- REQUIRED ACTION: Your reply should hold only the lines from the records below where "position" occurs.

Stored items
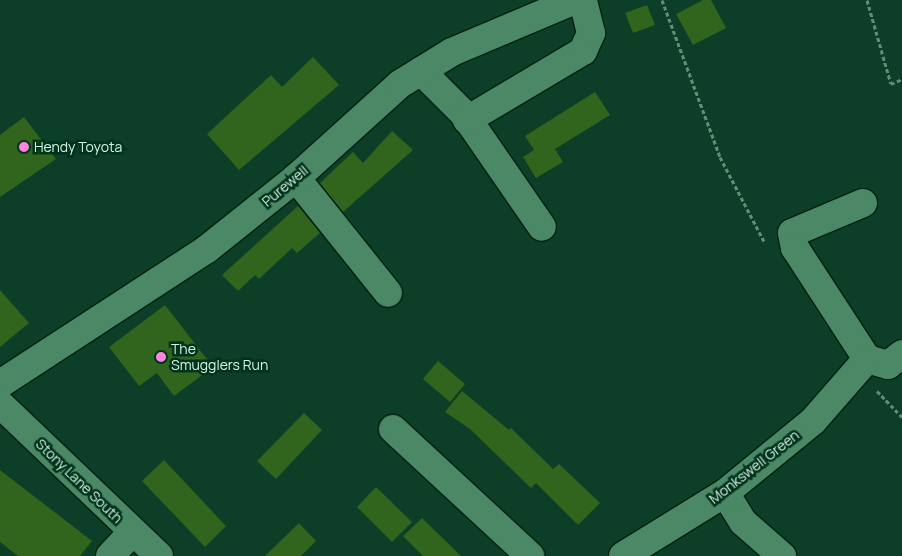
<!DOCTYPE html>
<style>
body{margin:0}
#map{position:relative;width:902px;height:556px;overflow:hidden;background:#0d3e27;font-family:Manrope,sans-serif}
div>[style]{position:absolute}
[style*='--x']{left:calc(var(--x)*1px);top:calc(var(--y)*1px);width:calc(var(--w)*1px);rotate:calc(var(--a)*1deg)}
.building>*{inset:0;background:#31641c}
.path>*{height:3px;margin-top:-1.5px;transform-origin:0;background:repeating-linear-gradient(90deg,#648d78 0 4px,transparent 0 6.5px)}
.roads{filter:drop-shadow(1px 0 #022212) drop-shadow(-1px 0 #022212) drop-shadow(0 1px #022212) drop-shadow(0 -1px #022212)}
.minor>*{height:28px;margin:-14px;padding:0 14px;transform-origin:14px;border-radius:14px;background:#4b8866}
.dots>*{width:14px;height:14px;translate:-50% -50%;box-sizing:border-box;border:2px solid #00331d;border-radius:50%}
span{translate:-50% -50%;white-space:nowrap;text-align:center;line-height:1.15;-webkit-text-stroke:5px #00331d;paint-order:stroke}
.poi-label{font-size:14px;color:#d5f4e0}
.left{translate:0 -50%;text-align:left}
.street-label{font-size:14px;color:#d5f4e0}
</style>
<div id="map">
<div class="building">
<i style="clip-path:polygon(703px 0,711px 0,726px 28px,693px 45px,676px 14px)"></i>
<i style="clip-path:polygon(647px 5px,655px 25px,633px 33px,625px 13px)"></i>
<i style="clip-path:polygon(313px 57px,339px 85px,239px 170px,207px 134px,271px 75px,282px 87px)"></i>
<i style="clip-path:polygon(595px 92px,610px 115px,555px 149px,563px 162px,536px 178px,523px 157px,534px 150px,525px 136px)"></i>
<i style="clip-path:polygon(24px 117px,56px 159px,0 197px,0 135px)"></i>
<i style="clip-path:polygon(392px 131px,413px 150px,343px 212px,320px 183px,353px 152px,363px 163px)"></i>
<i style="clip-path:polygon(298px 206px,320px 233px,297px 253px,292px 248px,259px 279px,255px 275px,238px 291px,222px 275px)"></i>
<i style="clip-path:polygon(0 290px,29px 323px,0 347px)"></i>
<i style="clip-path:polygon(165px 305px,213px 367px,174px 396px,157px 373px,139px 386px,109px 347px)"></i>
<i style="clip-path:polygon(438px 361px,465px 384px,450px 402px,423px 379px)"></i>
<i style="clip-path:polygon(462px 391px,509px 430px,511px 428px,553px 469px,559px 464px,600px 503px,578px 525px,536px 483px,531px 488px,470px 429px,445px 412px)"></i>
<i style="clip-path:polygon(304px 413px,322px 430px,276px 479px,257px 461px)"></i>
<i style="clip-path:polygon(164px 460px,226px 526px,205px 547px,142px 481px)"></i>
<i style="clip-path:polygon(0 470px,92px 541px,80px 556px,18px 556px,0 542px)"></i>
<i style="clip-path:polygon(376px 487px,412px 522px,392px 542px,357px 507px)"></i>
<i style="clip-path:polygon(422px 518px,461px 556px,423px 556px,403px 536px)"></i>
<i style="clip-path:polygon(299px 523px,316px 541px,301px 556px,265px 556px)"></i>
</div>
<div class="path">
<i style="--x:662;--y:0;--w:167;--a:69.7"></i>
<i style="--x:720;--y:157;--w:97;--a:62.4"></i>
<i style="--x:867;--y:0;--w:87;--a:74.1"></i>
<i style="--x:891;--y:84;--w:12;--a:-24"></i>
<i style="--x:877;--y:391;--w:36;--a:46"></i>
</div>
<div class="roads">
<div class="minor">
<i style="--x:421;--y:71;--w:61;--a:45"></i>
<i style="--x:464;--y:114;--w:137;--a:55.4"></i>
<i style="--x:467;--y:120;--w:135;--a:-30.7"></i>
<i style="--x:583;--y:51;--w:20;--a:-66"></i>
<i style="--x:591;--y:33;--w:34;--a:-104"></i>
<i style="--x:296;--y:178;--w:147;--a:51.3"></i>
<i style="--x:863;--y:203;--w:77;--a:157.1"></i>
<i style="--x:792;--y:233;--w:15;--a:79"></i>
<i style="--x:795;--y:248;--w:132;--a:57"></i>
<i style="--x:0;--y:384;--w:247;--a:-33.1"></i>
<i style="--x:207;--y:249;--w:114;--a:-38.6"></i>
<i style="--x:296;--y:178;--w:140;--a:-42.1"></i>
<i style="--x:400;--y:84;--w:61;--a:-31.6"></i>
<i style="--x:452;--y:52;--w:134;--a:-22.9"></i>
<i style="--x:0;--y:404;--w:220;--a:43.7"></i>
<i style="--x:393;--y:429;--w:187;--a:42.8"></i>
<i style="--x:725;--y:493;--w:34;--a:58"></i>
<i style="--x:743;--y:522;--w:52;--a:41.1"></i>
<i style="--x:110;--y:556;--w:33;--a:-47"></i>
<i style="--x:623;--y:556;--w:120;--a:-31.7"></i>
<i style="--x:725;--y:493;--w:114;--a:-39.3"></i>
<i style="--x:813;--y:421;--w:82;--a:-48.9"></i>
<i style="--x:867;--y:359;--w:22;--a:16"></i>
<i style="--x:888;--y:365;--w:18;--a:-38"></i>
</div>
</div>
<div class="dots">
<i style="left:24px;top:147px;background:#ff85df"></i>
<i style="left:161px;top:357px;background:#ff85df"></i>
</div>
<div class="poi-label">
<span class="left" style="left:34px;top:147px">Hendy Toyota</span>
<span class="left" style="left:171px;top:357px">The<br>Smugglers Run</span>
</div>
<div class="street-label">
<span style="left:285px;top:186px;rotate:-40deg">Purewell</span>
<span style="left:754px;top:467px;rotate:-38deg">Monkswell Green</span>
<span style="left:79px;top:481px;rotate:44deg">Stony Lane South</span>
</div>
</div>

- REPLY:
#map{position:relative;width:902px;height:556px;overflow:hidden;background:#0d3e27;font-family:Manrope,sans-serif}
div>[style]{position:absolute}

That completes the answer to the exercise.